WATERTOWN — Fort Drum soldiers and the community came together in Thompson Park on a chilly winter night Wednesday to celebrate the life of a soldier with red hair and bright smile who was known affectionately as “Opie.”
His commanding officer and a sergeant in his unit described Cpl. Hayden A. Harris, 20, as a soldier who always wanted to help his comrades and become the best soldier he could.
Cpl. Harris was shot to death last weekend and left in a field in northern New Jersey allegedly by another Fort Drum soldier after the two had argued about swapping their vehicles.
Standing in front of the Climb to Glory monument, Sgt. 1st Class John Pearson and five other soldiers in his unit were joined by about 50 community members to remember him as a comrade and friend who served his country well.

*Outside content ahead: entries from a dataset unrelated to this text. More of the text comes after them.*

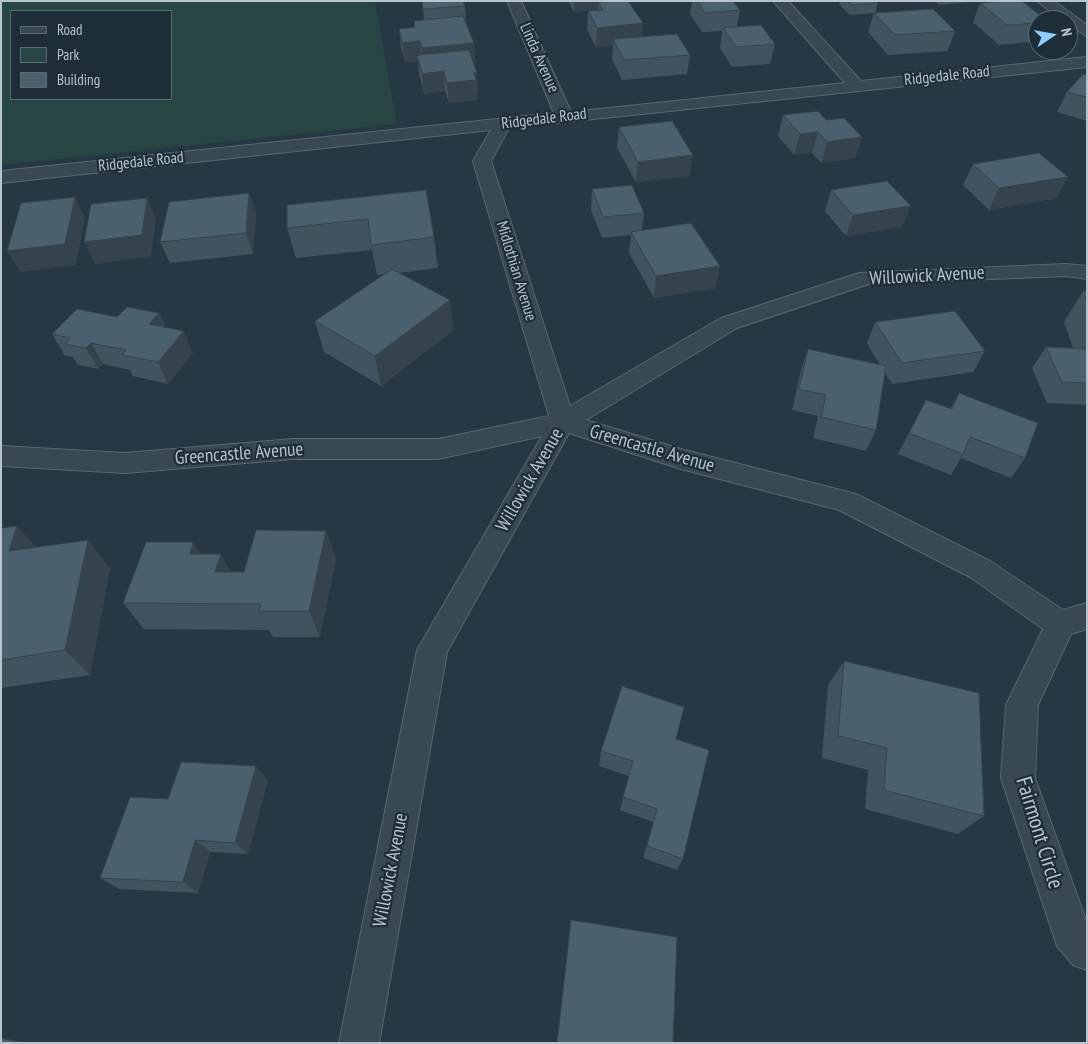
<!DOCTYPE html>
<style>
body{margin:0}
#map{position:relative;width:1088px;height:1044px;overflow:hidden;background:#253844;font-family:"PT Sans Narrow",sans-serif}
canvas{display:block}
.frame{position:absolute;inset:0;border:2px solid #b7c4cd;pointer-events:none}
.legend{position:absolute;left:10px;top:10px;width:162px;height:90px;box-sizing:border-box;background:#1e2e39;border:1px solid #5b6a74;margin:0;padding:6px 9px;list-style:none;font-size:15px;color:#b7c4cd}
.legend li{display:flex;align-items:center;gap:10px;height:25px}
.legend b{width:25px;border:1px solid #5b6a74}
.north{position:absolute;left:1028px;top:10px;width:50px;height:50px;box-sizing:border-box;background:#1e2e39;border:1px solid #5b6a74;border-radius:50%;rotate:78deg;font-size:14px;font-weight:700;line-height:20px;text-align:center;color:#b7c4cd}
.north::after{content:'';display:block;margin:auto;width:18px;height:22px;background:#8acdff;clip-path:polygon(50% 0,100% 100%,50% 72%,0 100%)}
</style>
<div id="map">
<canvas width="1088" height="1044"></canvas>
<div class="frame"></div>
<ul class="legend">
<li><b style="height:6px;background:#394954"></b>Road</li>
<li><b style="height:14px;background:#274543"></b>Park</li>
<li><b style="height:14px;background:#4b606d"></b>Building</li>
</ul>
<div class="north">N</div>
</div>
<script>
const c = document.querySelector('canvas').getContext('2d');
c.lineJoin = 'round';
function paint(path, color) { c.fillStyle = color; c.fill(path, 'evenodd'); }
const toPath = rows => new Path2D(rows.map(r => 'M' + r).join(''));
function trace(path, color, width, dash) { c.strokeStyle = color; c.lineWidth = width; c.lineCap = dash ? 'butt' : 'round'; c.setLineDash(dash || []); c.stroke(path); }
function label(font, color, halo, rows, align = 'center') {
  c.font = font + ' "PT Sans Narrow",sans-serif'; c.lineWidth = 4.5; c.setLineDash([]); c.textBaseline = 'middle'; c.strokeStyle = halo; c.fillStyle = color; for (const [text, x, y, turn = 0] of rows) {
    c.save(); c.translate(x, y); c.rotate((+turn || 0) * Math.PI / 180); c.textAlign = isNaN(turn) ? turn : align; if (halo) c.strokeText(text, 0, 0); c.fillText(text, 0, 0); c.restore();
  }
}
paint(toPath([
 [1,1,375,1,397,124,1,165],
 [11,11,171,11,171,99,11,99]
]), '#274543');
const minor = toPath([
 [507,1,521,1,571,112,845,83,773,1,788,1,861,81,1087,57,1087,67,509,128,491,161,570,406,721,318,859,273,1066,264,1087,266,1087,279,1066,276,869,284,737,328,586,420,681,449,856,494,990,561,1063,610,1087,603,1087,629,1071,634,1038,705,1035,778,1087,923,1087,970,1073,965,1057,946,1001,778,1006,705,1043,629,970,577,839,510,681,469,569,433,447,652,379,1043,339,1043,417,650,542,436,438,459,293,459,125,473,1,466,1,446,125,453,293,439,438,439,549,416,473,161,491,130,1,183,1,171,554,113,507,1],
 [1037,1,1054,1,1087,25,1087,36,1068,25,1068,20,1061,20,1037,1]
]);
trace(minor, '#586771', 2);
paint(minor, '#394954');
paint(toPath([
 [422,1,465,6,466,23,474,43,475,63,474,63,478,93,477,93,477,100,449,103,445,91,424,94,419,74,418,61,405,62,401,48,399,29,414,27,414,21,424,20],
 [568,1,628,1,643,23,641,37,690,55,687,74,622,80,612,59,613,46,596,47,587,30,588,11,598,10,598,9,574,12],
 [692,1,733,1,740,10,737,27,775,44,770,64,732,67,720,48,722,31,702,32,690,14],
 [840,1,876,1,878,3,875,13,850,15,839,4],
 [935,1,981,1,939,5],
 [980,3,1038,20,1038,41,999,45,973,22],
 [874,13,955,31,948,51,888,55,868,32],
 [1087,75,1087,121,1057,112,1067,92],
 [783,115,826,120,862,137,855,158,821,163,812,153,794,155,778,136],
 [619,127,690,176,636,182,617,148],
 [973,164,1057,198,989,210,963,185],
 [592,189,644,213,642,230,716,288,654,298,629,253,631,235,602,238,591,210],
 [426,190,434,237,438,268,399,273,454,330,381,386,324,352,315,321,384,274,377,275,372,250,296,258,287,228],
 [831,190,902,227,846,236,825,211],
 [249,193,256,214,253,254,170,263,160,242],
 [1083,291,1087,291,1087,405,1047,403,1032,368,1046,347,1073,348,1064,322],
 [159,313,166,328,193,353,168,384,133,376,130,370,103,364,99,369,78,365,73,357,65,356,52,334,117,317],
 [875,322,985,351,973,372,892,384,885,373,876,430,866,451,813,438,818,416,792,410,801,370,808,349,880,365,867,343],
 [959,393,1025,458,1011,478,961,458,951,475,898,454,926,400,950,409],
 [17,526,35,547,110,568,90,675,1,688,1,528],
 [326,531,336,559,320,637,273,637,269,630,144,629,123,603,200,554,231,572,244,572],
 [844,661,984,816,958,834,865,809,868,770,822,758,828,685],
 [676,739,683,859,677,870,643,858,653,822,620,810,629,776,599,766,601,751],
 [268,780,248,854,210,852,198,893,119,889,100,878,168,799],
 [1,1038,28,1043,1,1043]
]), '#40535e');
paint(toPath([
 [574,1,612,1,598,2,598,9,574,12],
 [643,23,641,43,613,39,613,46,596,47,597,28],
 [420,41,422,61,417,55,418,61,405,62,402,43],
 [474,43,475,63,424,68,422,48],
 [444,71,445,91,424,94,422,74],
 [474,73,477,73,478,93,477,93,477,100,449,103,447,83],
 [818,132,812,153,794,155,800,134],
 [862,137,855,158,821,163,827,142],
 [693,155,690,176,636,182,638,162],
 [1068,177,1057,198,989,210,999,188],
 [249,193,256,214,253,254,246,233],
 [75,197,85,218,76,265,20,272,7,251],
 [147,198,156,219,151,257,95,264,84,242],
 [911,206,902,227,846,236,853,215],
 [720,266,716,288,654,298,656,276],
 [450,300,454,330,381,386,375,356],
 [159,313,169,335,149,324],
 [184,331,193,353,168,384,158,362],
 [91,343,103,364,99,369,86,348],
 [17,526,41,554,9,551],
 [326,531,336,559,320,637,309,611],
 [88,540,110,568,90,675,65,650],
 [193,542,210,570,190,554],
 [221,554,236,581,215,572],
 [256,766,268,780,248,854,235,843],
 [195,840,210,852,198,893,183,882]
]), '#34434c');
const building = toPath([
 [422,1,463,1,465,6,423,9,422,1],
 [609,1,628,1,643,23,597,28,588,11,603,10,598,2,609,1],
 [697,1,733,1,740,10,705,13,697,1],
 [848,1,876,1,878,3,852,5,848,1],
 [1001,1,1022,1,1046,20,1038,20,1038,23,1007,25,980,3,1001,1],
 [933,9,955,31,895,35,874,13,933,9],
 [463,16,474,43,422,48,420,41,402,43,399,29,415,27,414,21,463,16],
 [761,25,775,44,736,47,723,28,761,25],
 [677,34,690,55,624,60,613,39,677,34],
 [469,50,477,73,474,73,476,80,447,83,444,71,422,74,417,55,469,50],
 [1083,74,1087,75,1087,97,1067,92,1083,74],
 [818,111,826,120,844,118,862,137,827,142,818,132,800,134,783,115,818,111],
 [672,121,693,155,638,162,619,127,672,121],
 [1039,153,1068,177,999,188,973,164,1039,153],
 [887,181,911,206,853,215,831,190,887,181],
 [632,185,644,213,603,217,592,189,632,185],
 [426,190,434,237,371,245,368,219,287,228,287,205,426,190],
 [249,193,246,233,160,242,169,202,249,193],
 [75,197,65,244,7,251,21,203,75,197],
 [147,198,142,235,84,242,91,204,147,198],
 [691,223,720,266,656,276,631,232,691,223],
 [392,269,450,300,375,356,315,321,392,269],
 [1083,291,1087,291,1087,300,1083,291],
 [127,307,159,313,149,324,184,331,158,362,122,355,126,350,91,343,86,348,65,344,70,338,52,334,77,309,117,317,127,307],
 [955,311,985,351,902,363,875,322,955,311],
 [1046,347,1087,349,1087,383,1062,382,1046,347],
 [808,349,886,366,876,430,821,417,826,395,799,389,808,349],
 [959,393,1038,423,1025,458,970,437,963,454,909,433,926,400,952,409,959,393],
 [17,526,9,551,88,540,65,650,1,660,1,528,17,526],
 [256,530,326,531,309,611,259,611,261,604,123,603,146,542,193,542,190,554,221,554,215,572,244,572,256,530],
 [844,661,979,693,984,816,884,790,887,748,838,736,844,661],
 [622,686,684,707,676,739,709,750,683,859,647,846,657,809,623,797,633,761,601,751,622,686],
 [181,762,256,766,235,843,195,840,183,882,100,878,130,797,168,799,181,762],
 [571,920,677,937,673,1043,557,1043,571,920],
 [1,1038,21,1043,1,1043,1,1038]
]);
paint(building, '#4b606d');
trace(building, '#34434c', 1);
label('16px', '#b7c4cd', '#1e2e39', [
 ["Linda Avenue",539,58,66],
 ["Ridgedale Road",947,76,-6],
 ["Ridgedale Road",544,119,-7],
 ["Ridgedale Road",141,162,-6],
 ["Midlothian Avenue",516,271,73]
]);
label('19px', '#b7c4cd', '#1e2e39', [
 ["Willowick Avenue",927,276,-3],
 ["Greencastle Avenue",652,449,16],
 ["Greencastle Avenue",239,454,-4],
 ["Willowick Avenue",530,480,-60],
 ["Willowick Avenue",391,870,-79]
]);
label('22px', '#b7c4cd', '#1e2e39', [
 ["Fairmont Circle",1039,833,73]
]);
</script>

“Cpl. Harris was not only a great soldier, but one of the most polite and respectful individuals I have had the pleasure of working with,” Sgt. Pearson said. “Let us not allow this terrible atrocity to consume us, instead let’s celebrate the many lessons Harris and this event has taught us.”
The Rev. Jeff Smith, of the First Baptist Church on State Street, organized the memorial to make sure Fort Drum and its soldiers know the community “will weep together” in the loss of the corporal.
His commanding officer, Lt. Col. Jon Chavous, commander of the 1st Squad, 89th Calvary Regimen, recalled how he just saw Cpl. Harris last week initiating an impromptu training session with a few other soldiers on the M249 semiautomatic rifle, just because they had a few minutes to work on it.
“That was the kind of soldier he was,” he said.
The loss of the young corporal will leave a void in the unit, Lt. Col. Chavous said. He will miss seeing the young soldier’s “bright red hair and almost permanent smile” around the unit.
The lieutenant colonel made it known he was proud that the infantryman was going to attend sniper school next month.
While the soldier was taken at such a young age, Cpl. Harris made a difference to anyone who came in contact with him, Rev. Smith said.
When he saw a picture of the corporal, Rev. Smith said he knew right away why his friends called him “Opie,” referring to the fictional character of a little boy with red hair on the 1960s television program, The Andy Griffith Show.
Cpl. Harris was called the nickname during his days as a golfer and a pitcher on his high school’s teams in a small town in Tennessee.
Former Mayor Joseph M. Butler, Jr., Civilian Aide to the Secretary of the Army for New York, relayed a message from Secretary of the Army Ryan D. McCarthy, who sent condolences to the soldier’s family, soldiers in his unit and the Fort Drum community.
Mayor Butler described the corporal as “a good soldier and a great young man.”
Standing in the winter chill, with some wearing masks featuring the American flag, community members were told by Rev. Smith that Cpl. Harris will no longer have to deal with the tribulations of life because he was joining the Lord to “the Climb to Glory in Heaven.”
In his comments, Rev. Smith also made sure mourners know the meaning of the words “Climb to Glory” — Fort Drum’s motto — that are prominently displayed on the monument.
So did Sgt. Pearson.
“I love you as a fellow soldier and as a friend, may I see you again when I reach my ‘rendezvous with destiny,’ you have already ‘climbed to glory’ and your legacy will live on, I will meet you ‘at the top,’” he said.
The man arrested in connection with the corporal’s death, Pvt. Jamaal Mellish, 23, remains in the custody of Fort Drum Military Police, awaiting extradition to New Jersey. It’s expected that he will be charged with murder and weapons possessions.
Investigators believe Pvt. Mellish abducted Cpl. Harris in the corporal’s 2017 Chevrolet Silverado and drove him to Sussex County, N.J., after the two argued about trading vehicles.
Cpl. Harris was reported missing last Friday. Pvt. Mellish was apprehended after a traffic stop on outer Arsenal Street in the town of Watertown less than 48 hours later.
Sgt. Pearson thanked friends and comrades that expeditiously reported Cpl. Harris’ disappearance and “ultimately led to the fast recovery of the perpetrator.”